» **Task description**: What are the lines below, starting at the line containing "Input: one rendered" and ending at the line containing "Summarize the content of the"? Write them out exactly, ends included, without pictures.
(Provided records Opens)
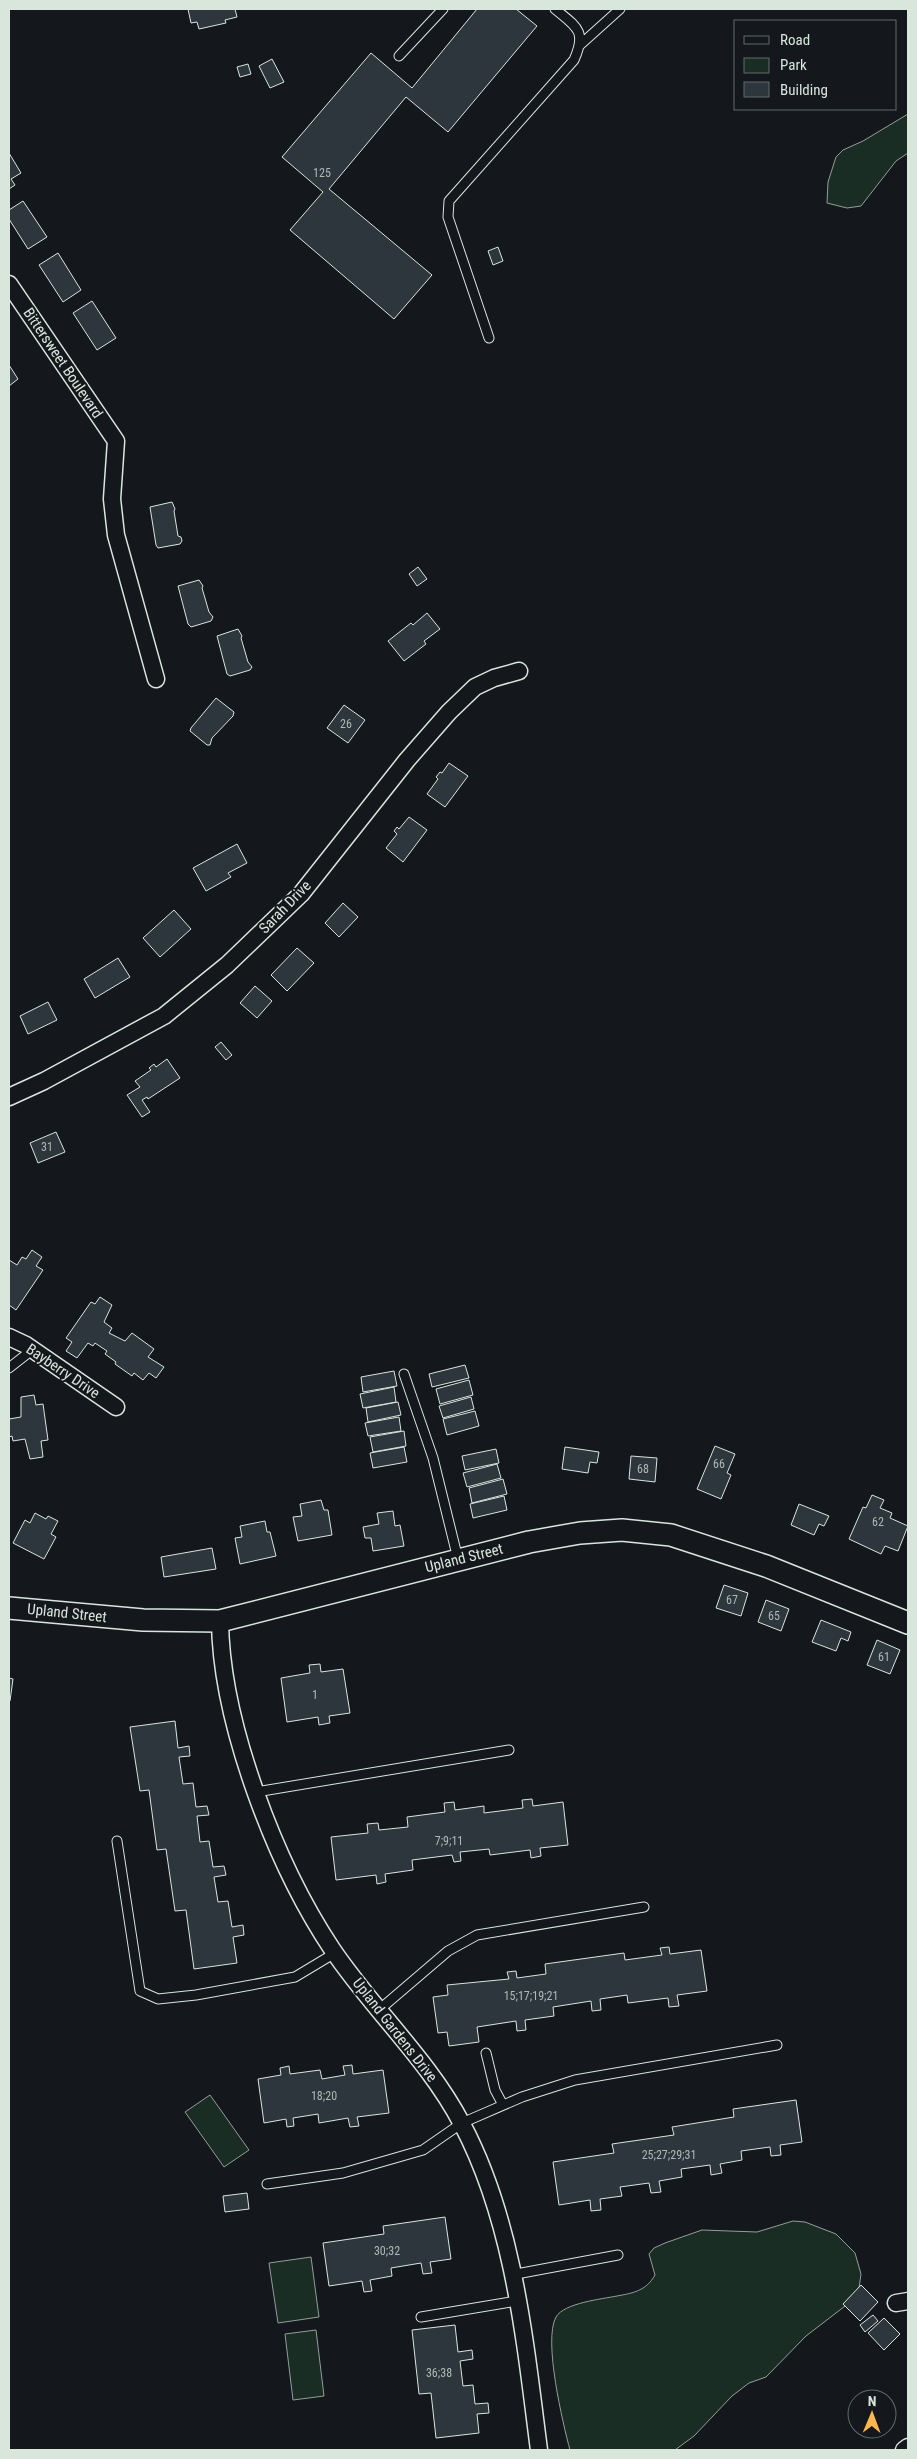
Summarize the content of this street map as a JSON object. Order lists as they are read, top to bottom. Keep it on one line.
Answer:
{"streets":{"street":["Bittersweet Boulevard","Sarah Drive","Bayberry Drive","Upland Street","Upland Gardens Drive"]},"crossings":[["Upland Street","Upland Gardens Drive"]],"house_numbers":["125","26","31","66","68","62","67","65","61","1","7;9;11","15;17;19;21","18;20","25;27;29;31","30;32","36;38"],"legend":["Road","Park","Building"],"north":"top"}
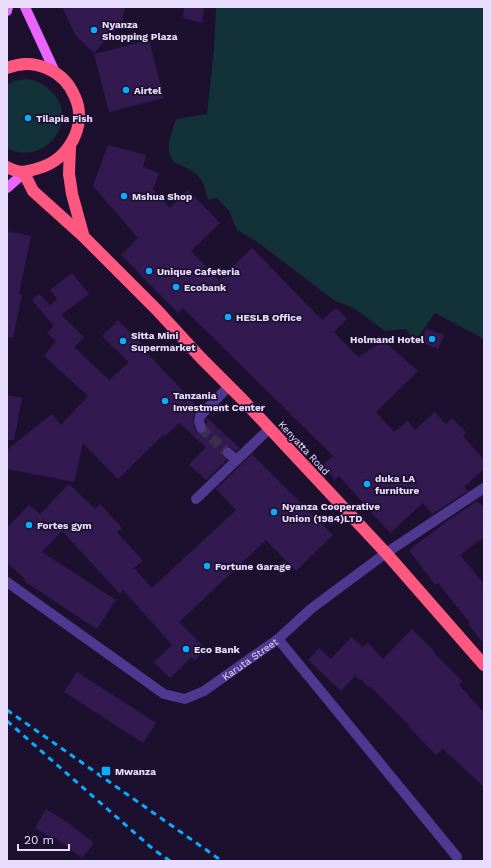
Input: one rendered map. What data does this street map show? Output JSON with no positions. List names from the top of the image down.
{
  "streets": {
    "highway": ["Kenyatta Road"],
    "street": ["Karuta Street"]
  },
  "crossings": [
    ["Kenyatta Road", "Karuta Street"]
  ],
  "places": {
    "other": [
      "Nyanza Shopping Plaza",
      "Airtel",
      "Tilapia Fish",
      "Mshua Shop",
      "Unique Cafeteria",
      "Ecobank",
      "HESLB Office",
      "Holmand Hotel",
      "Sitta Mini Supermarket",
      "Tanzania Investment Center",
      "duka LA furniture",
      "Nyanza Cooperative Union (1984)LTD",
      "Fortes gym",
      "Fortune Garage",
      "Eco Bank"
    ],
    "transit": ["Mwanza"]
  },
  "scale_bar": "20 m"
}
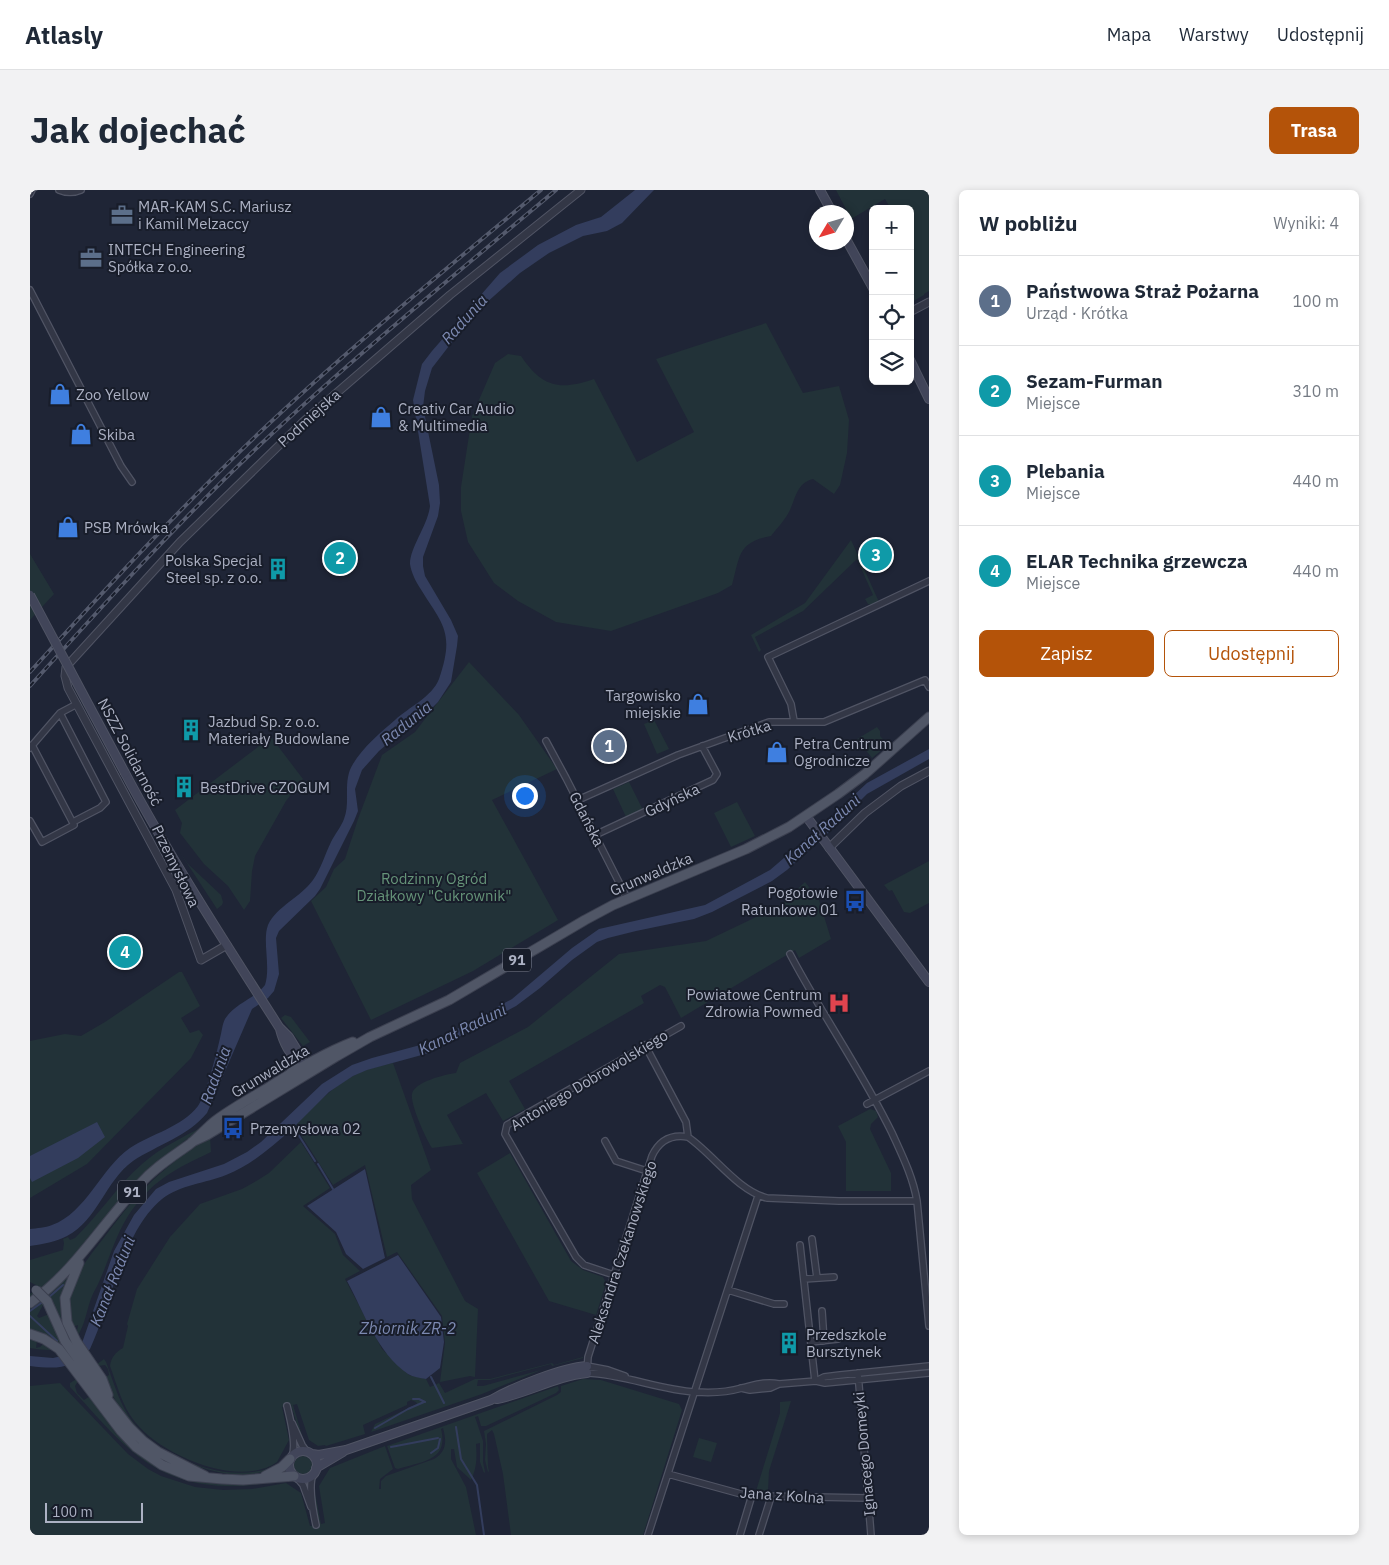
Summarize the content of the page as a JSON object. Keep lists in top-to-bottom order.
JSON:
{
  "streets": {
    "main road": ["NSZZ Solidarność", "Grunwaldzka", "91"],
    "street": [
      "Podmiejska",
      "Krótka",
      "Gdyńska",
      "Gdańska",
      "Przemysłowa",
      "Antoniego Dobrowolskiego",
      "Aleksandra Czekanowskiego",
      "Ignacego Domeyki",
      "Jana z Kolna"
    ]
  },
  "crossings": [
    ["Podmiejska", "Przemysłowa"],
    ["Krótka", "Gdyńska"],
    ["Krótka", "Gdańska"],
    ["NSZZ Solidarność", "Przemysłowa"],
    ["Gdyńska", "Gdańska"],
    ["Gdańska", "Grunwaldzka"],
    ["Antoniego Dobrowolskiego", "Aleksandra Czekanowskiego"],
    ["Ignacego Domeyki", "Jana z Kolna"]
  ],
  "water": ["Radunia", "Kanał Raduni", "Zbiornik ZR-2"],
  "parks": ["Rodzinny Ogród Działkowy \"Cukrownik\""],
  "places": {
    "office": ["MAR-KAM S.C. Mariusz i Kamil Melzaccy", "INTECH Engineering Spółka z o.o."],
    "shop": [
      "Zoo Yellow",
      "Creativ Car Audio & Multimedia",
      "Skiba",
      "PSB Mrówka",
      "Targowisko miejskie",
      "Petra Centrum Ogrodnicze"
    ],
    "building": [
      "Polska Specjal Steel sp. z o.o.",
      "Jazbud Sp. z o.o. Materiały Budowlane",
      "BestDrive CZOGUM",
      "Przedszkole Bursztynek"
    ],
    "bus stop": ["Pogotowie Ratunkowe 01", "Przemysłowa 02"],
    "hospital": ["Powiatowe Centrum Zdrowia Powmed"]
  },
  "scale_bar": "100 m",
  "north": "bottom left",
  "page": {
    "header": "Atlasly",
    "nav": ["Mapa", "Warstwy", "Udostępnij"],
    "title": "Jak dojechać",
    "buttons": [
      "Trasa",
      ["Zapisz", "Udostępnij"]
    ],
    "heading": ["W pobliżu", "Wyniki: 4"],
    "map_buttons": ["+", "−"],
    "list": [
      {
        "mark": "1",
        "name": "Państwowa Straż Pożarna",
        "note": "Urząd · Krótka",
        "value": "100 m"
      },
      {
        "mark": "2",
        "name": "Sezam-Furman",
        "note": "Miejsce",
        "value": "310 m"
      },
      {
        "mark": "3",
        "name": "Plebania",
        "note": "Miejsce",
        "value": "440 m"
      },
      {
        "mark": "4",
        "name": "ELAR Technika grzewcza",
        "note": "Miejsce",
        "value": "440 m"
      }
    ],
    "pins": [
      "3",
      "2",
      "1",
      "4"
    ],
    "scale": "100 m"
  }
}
(Provided records Closes)
» **Answer to this problem**:
Input: one rendered map. What data does this street map show? Output JSON with no positions. List names from the top of the image down.
{
  "streets": {
    "highway": ["Kenyatta Road"],
    "street": ["Karuta Street"]
  },
  "crossings": [
    ["Kenyatta Road", "Karuta Street"]
  ],
  "places": {
    "other": [
      "Nyanza Shopping Plaza",
      "Airtel",
      "Tilapia Fish",
      "Mshua Shop",
      "Unique Cafeteria",
      "Ecobank",
      "HESLB Office",
      "Holmand Hotel",
      "Sitta Mini Supermarket",
      "Tanzania Investment Center",
      "duka LA furniture",
      "Nyanza Cooperative Union (1984)LTD",
      "Fortes gym",
      "Fortune Garage",
      "Eco Bank"
    ],
    "transit": ["Mwanza"]
  },
  "scale_bar": "20 m"
}
Summarize the content of the page as a JSON object. Keep lists in top-to-bottom order.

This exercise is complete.